• **What you need to do**
Please print every line from the one containing "Annotation task. Convert" through the last line of the records below, exactly as written and nothing more.

***** Data extract *****

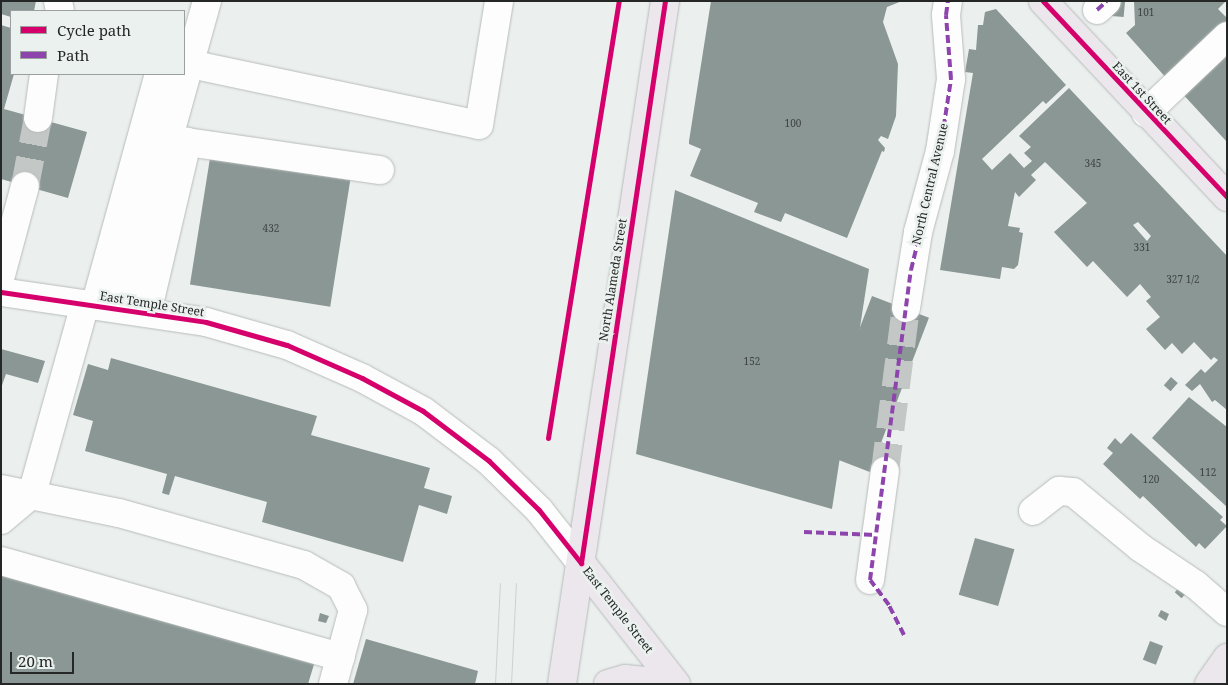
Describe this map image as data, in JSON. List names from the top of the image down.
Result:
{
  "streets": {
    "main road": ["East 1st Street", "North Alameda Street", "East Temple Street"],
    "street": ["North Central Avenue"]
  },
  "crossings": [
    ["North Alameda Street", "East Temple Street"]
  ],
  "house_numbers": [
    "101",
    "100",
    "345",
    "432",
    "331",
    "327 1/2",
    "152",
    "112",
    "120"
  ],
  "legend": ["Cycle path", "Path"],
  "scale_bar": "20 m"
}
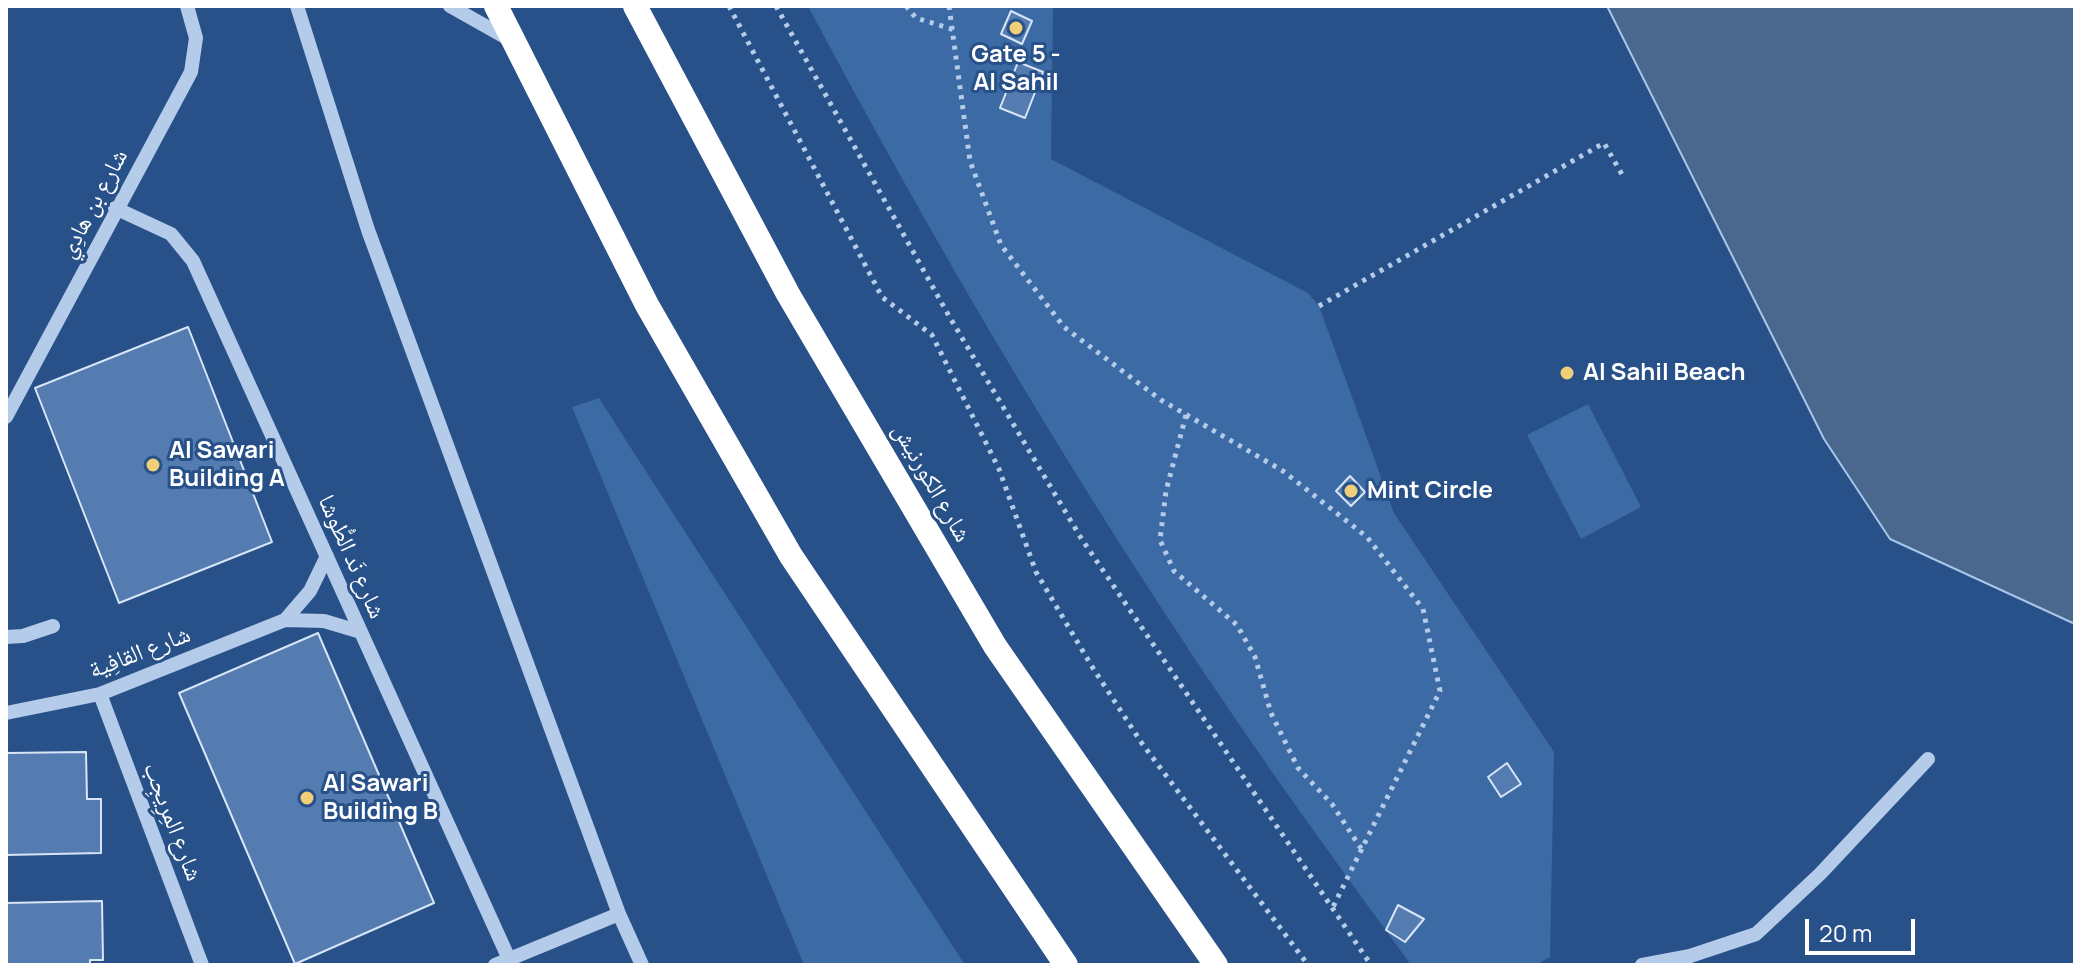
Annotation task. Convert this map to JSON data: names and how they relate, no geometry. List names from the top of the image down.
{
  "streets": {
    "highway": ["شارع الكورنيش"],
    "street": [
      "شارع بن هادِي",
      "شارع نَد الطُّوشا",
      "شارع القافِية",
      "شارع المِرِيجِب"
    ]
  },
  "crossings": [
    ["شارع بن هادِي", "شارع نَد الطُّوشا"],
    ["شارع نَد الطُّوشا", "شارع القافِية"],
    ["شارع القافِية", "شارع المِرِيجِب"]
  ],
  "places": [
    "Gate 5 - Al Sahil",
    "Al Sahil Beach",
    "Al Sawari Building A",
    "Mint Circle",
    "Al Sawari Building B"
  ],
  "scale_bar": "20 m"
}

*****

• **Exercise solution**
Annotation task. Convert this map to JSON data: names and how they relate, no geometry. List names from the top of the image down.
{
  "streets": {
    "highway": ["شارع الكورنيش"],
    "street": [
      "شارع بن هادِي",
      "شارع نَد الطُّوشا",
      "شارع القافِية",
      "شارع المِرِيجِب"
    ]
  },
  "crossings": [
    ["شارع بن هادِي", "شارع نَد الطُّوشا"],
    ["شارع نَد الطُّوشا", "شارع القافِية"],
    ["شارع القافِية", "شارع المِرِيجِب"]
  ],
  "places": [
    "Gate 5 - Al Sahil",
    "Al Sahil Beach",
    "Al Sawari Building A",
    "Mint Circle",
    "Al Sawari Building B"
  ],
  "scale_bar": "20 m"
}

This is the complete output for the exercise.